C2Net, an ISP in Northern California, found all this out the hard way when the SPA launched a lawsuit on behalf of Adobe, Claris, and Travelling Software. The SPA's complaint alleged that C2Net "...uses its Internet site to provide links to other Internet sites containing unauthorized copies of plaintiff's software products." The SPA supplied no details about the software or links in question.
C2Net attorney Terry Gross sees the complaint as an attempt to "bludgeon small ISPs into signing up with the SPA." Gross went on to say that an ISP "can only be liable if it participates in and has knowledge of the improper activity," adding that it is clear the SPA has no such basis in this instance. Surprisingly, the SPA backed down after a couple of weeks, dropping the suit without prejudice.
Wanting to find out more about this curious affair, I packed a grip, hopped on a plane, and headed for Washington. Granted, I didn't have an appointment when I showed up at the SPA's office (which was resplendent in Dole/Kemp '96 campaign stickers), but being a member of the press and the SPA, I hoped to catch a few minutes of anyone's time.
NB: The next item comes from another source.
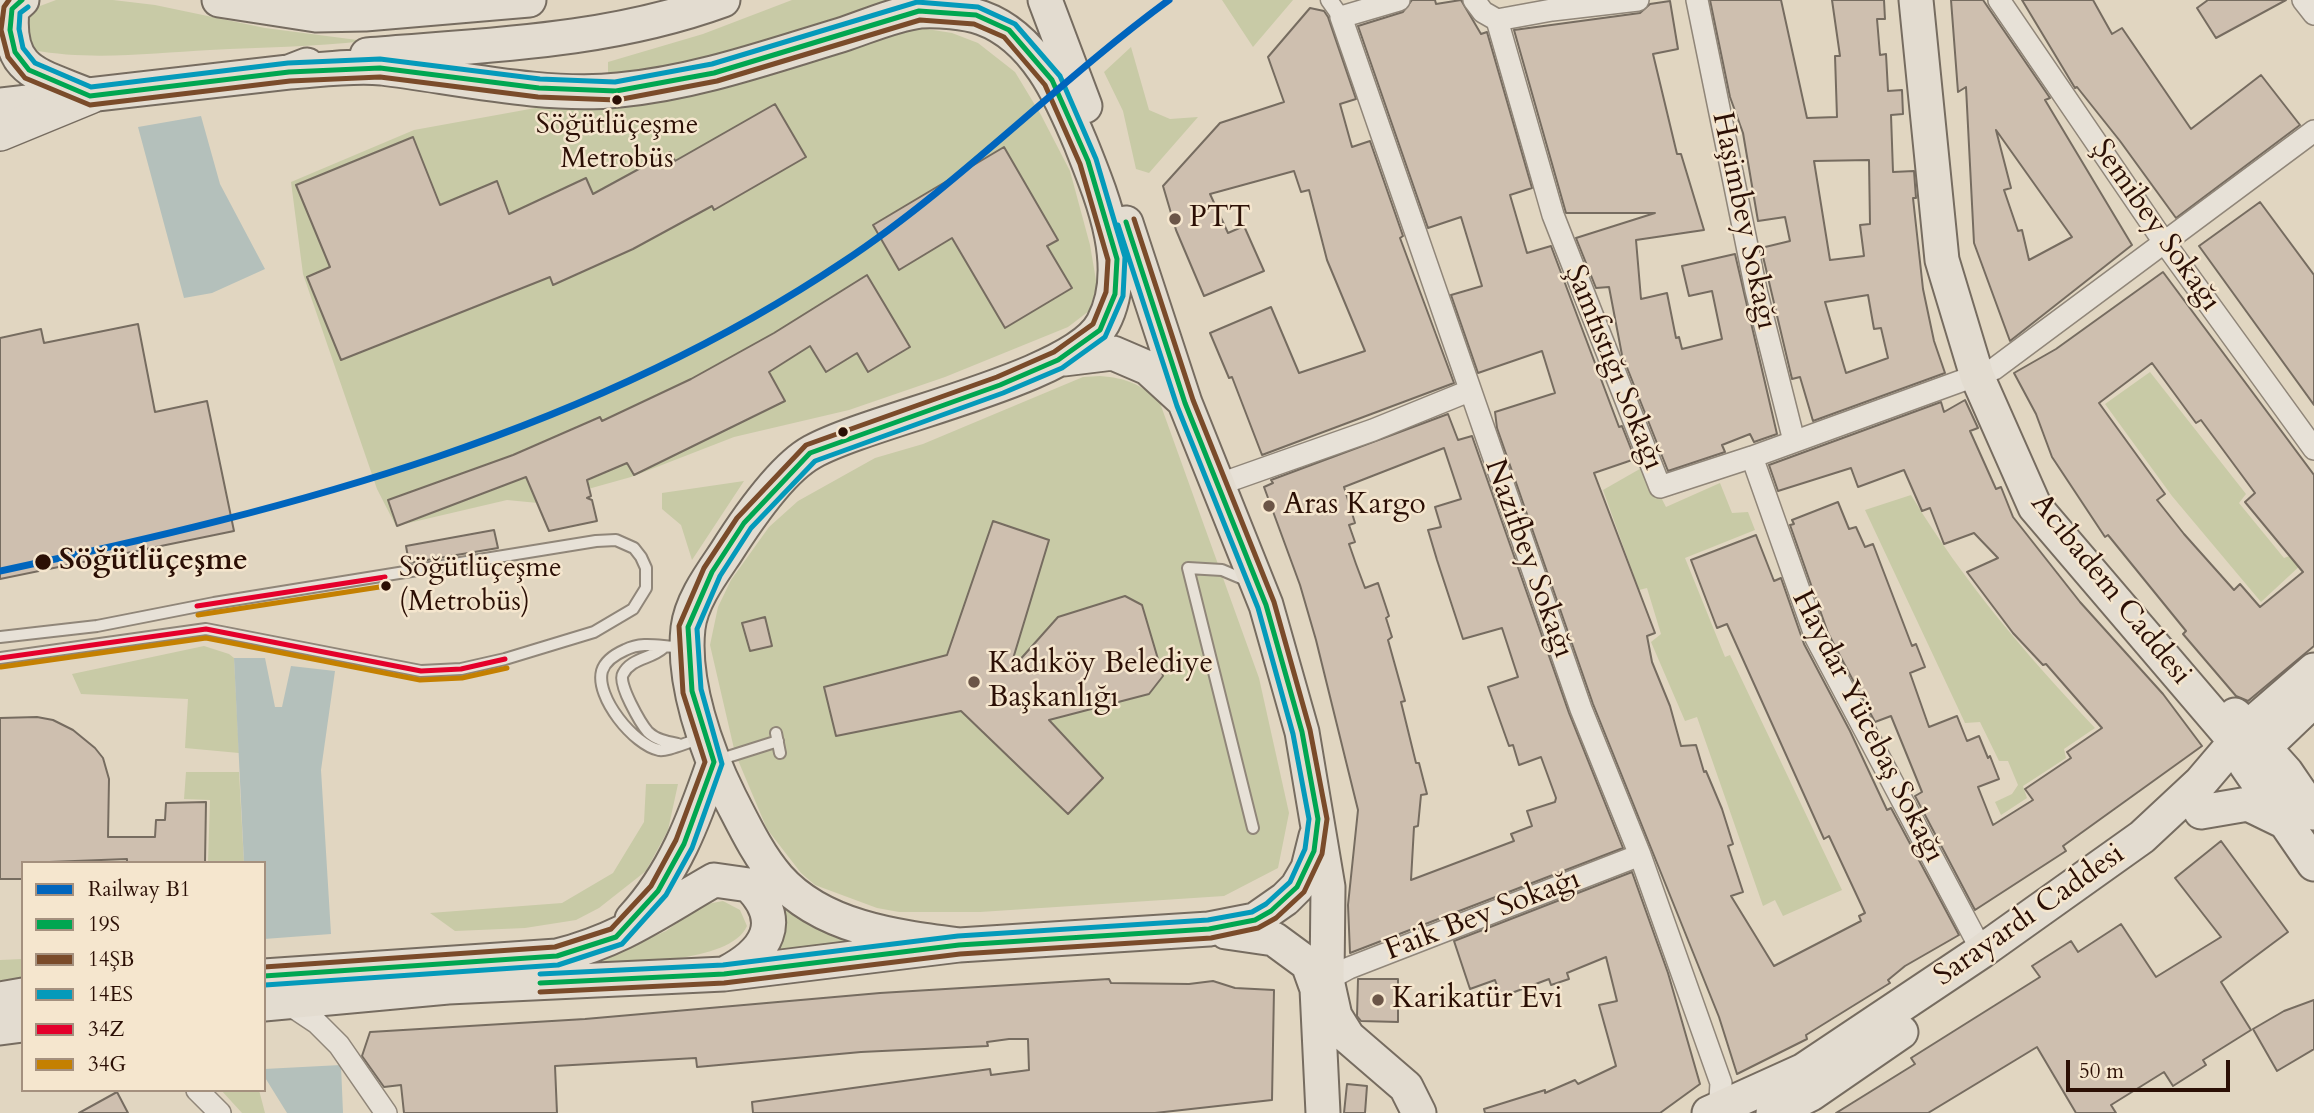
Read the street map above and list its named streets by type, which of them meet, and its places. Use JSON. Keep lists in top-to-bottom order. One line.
{"streets":{"main road":["Acıbadem Caddesi","Sarayardı Caddesi"],"street":["Haşimbey Sokağı","Şemibey Sokağı","Şamfıstığı Sokağı","Nazifbey Sokağı","Haydar Yücebaş Sokağı","Faik Bey Sokağı"]},"crossings":[["Haşimbey Sokağı","Şamfıstığı Sokağı"],["Şemibey Sokağı","Şamfıstığı Sokağı"],["Şamfıstığı Sokağı","Acıbadem Caddesi"],["Şamfıstığı Sokağı","Haydar Yücebaş Sokağı"],["Nazifbey Sokağı","Faik Bey Sokağı"],["Nazifbey Sokağı","Sarayardı Caddesi"],["Acıbadem Caddesi","Sarayardı Caddesi"],["Haydar Yücebaş Sokağı","Sarayardı Caddesi"]],"places":["Söğütlüçeşme Metrobüs","PTT","Aras Kargo","Söğütlüçeşme","Söğütlüçeşme (Metrobüs)","Kadıköy Belediye Başkanlığı","Karikatür Evi"],"lines":["rail line B1","transit line 19S","transit line 14ŞB","transit line 14ES","transit line 34Z","transit line 34G"],"legend":["Railway B1","19S","14ŞB","14ES","34Z","34G"],"scale_bar":"50 m"}
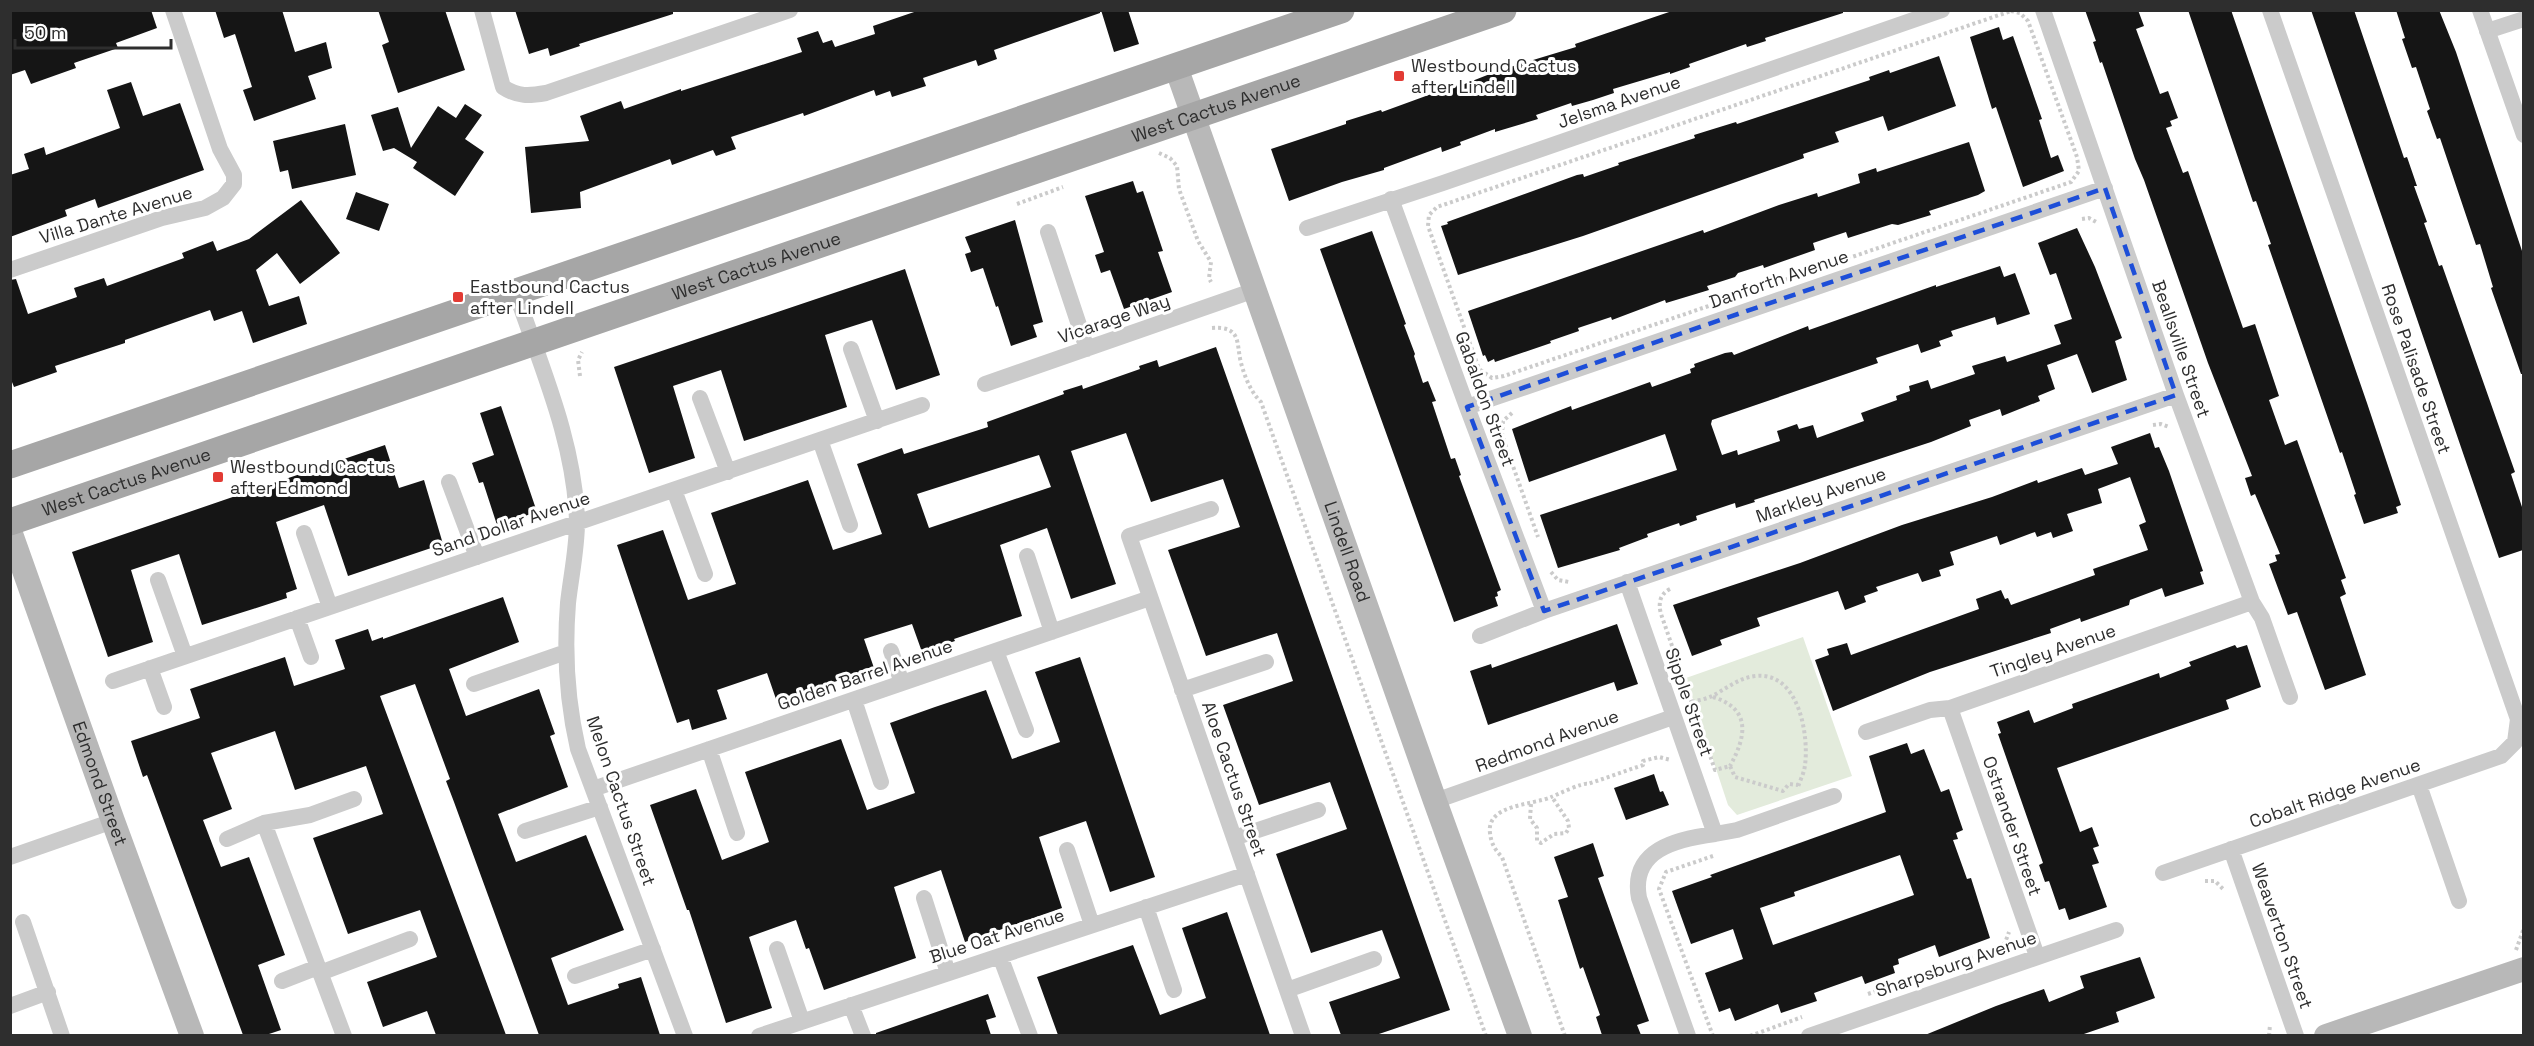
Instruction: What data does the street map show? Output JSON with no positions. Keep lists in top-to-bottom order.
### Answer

And I did -- the receptionist's.
Unfortunately, no one at the SPA had time to meet on the spot or schedule an appointment for later that day or the next. Not to be discouraged, I took the elevator downstairs, found a curbside telephone, and called back upstairs. After more transfers than a bus ride to Tucumcari, a spokesperson finally came on the line and, putting aside horns honking, trucks backfiring, and panhandlers and lame-duck congressmen asking for spare change, we had a pleasant conversation. I was even promised a copy of the SPA's complaint against C2Net, although I had to take the elevator back upstairs and pick it up from my new friend the receptionist.
What I learned was that the SPA wants "to establish open lines of communication" with ISPs such as C2Net. While I'm not a regular reader of "Miss Manners," I would suggest there are better howdy-dos than sending lawsuits via registered mail. Of course, the SPA does say it sent C2Net a presuit message about suspected unauthorized software, along with the offer to review C2Net's FTP logs. C2Net denies receiving the e-mail.
Ultimately, the $64K question is whether ISPs are publishers or common carriers. If ISPs are considered common carriers -- passive conduits that don't alter information and are unaware of illegalities -- then there is no basis for copyright-infringement lawsuits. If, on the other hand, ISPs are viewed as publishers -- as the Communications Decency Act tried to establish -- then the SPA would seem to be countering the Telecommunications Act of 1996, which states that "no provider...of an interactive computer service shall be treated as the publisher...." By implication, it appears the SPA sees ISPs as publishers.
The SPA lawyer I spoke with a few days after my trip to the capital wouldn't commit to either the publisher or common-carrier stance, opting instead for the safe middle ground of "it depends." He did, however, attempt to stake out the position that Internet communication does not qualify for the passive-carrier status that telephone conversation enjoys. The difference, he explained, is that Internet technology alters communication by breaking information into packets for transmission, then reassembling it for presentation.
Right, just like postmarks on envelopes alter the content of letters transmitted by the U.S. Postal Service.
Software piracy is unquestionably a serious problem. But in its zeal to combat this menace, the SPA appears ready to sacrifice personal privacy and individual rights to achieve its more narrowly defined and selfish goals. I can't say I wish the SPA well in its efforts.